(Beginning of Provided records)

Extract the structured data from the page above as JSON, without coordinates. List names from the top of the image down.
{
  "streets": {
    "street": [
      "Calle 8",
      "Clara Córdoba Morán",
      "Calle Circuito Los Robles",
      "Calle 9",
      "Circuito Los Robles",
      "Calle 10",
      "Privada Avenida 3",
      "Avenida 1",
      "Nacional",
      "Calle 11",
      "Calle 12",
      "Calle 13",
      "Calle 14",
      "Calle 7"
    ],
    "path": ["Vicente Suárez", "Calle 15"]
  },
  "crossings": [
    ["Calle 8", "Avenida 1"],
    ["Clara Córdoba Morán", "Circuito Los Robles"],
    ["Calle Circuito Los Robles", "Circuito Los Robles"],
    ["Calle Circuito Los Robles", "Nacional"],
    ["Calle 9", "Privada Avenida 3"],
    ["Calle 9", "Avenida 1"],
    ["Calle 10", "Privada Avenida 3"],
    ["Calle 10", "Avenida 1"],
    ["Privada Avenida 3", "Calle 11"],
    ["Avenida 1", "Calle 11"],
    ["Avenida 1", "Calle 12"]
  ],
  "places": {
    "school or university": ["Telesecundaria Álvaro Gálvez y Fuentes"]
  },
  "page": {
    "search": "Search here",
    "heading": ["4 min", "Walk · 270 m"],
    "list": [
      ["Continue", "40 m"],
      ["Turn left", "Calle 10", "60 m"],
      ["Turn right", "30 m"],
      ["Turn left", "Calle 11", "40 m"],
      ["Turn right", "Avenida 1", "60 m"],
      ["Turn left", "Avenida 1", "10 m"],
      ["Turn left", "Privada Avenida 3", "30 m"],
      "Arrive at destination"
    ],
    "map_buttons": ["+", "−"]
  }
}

(End of Provided records)

[What you are asked to do] Set down all of the entries exactly, please.

[Answer space]
Extract the structured data from the page above as JSON, without coordinates. List names from the top of the image down.
{
  "streets": {
    "street": [
      "Calle 8",
      "Clara Córdoba Morán",
      "Calle Circuito Los Robles",
      "Calle 9",
      "Circuito Los Robles",
      "Calle 10",
      "Privada Avenida 3",
      "Avenida 1",
      "Nacional",
      "Calle 11",
      "Calle 12",
      "Calle 13",
      "Calle 14",
      "Calle 7"
    ],
    "path": ["Vicente Suárez", "Calle 15"]
  },
  "crossings": [
    ["Calle 8", "Avenida 1"],
    ["Clara Córdoba Morán", "Circuito Los Robles"],
    ["Calle Circuito Los Robles", "Circuito Los Robles"],
    ["Calle Circuito Los Robles", "Nacional"],
    ["Calle 9", "Privada Avenida 3"],
    ["Calle 9", "Avenida 1"],
    ["Calle 10", "Privada Avenida 3"],
    ["Calle 10", "Avenida 1"],
    ["Privada Avenida 3", "Calle 11"],
    ["Avenida 1", "Calle 11"],
    ["Avenida 1", "Calle 12"]
  ],
  "places": {
    "school or university": ["Telesecundaria Álvaro Gálvez y Fuentes"]
  },
  "page": {
    "search": "Search here",
    "heading": ["4 min", "Walk · 270 m"],
    "list": [
      ["Continue", "40 m"],
      ["Turn left", "Calle 10", "60 m"],
      ["Turn right", "30 m"],
      ["Turn left", "Calle 11", "40 m"],
      ["Turn right", "Avenida 1", "60 m"],
      ["Turn left", "Avenida 1", "10 m"],
      ["Turn left", "Privada Avenida 3", "30 m"],
      "Arrive at destination"
    ],
    "map_buttons": ["+", "−"]
  }
}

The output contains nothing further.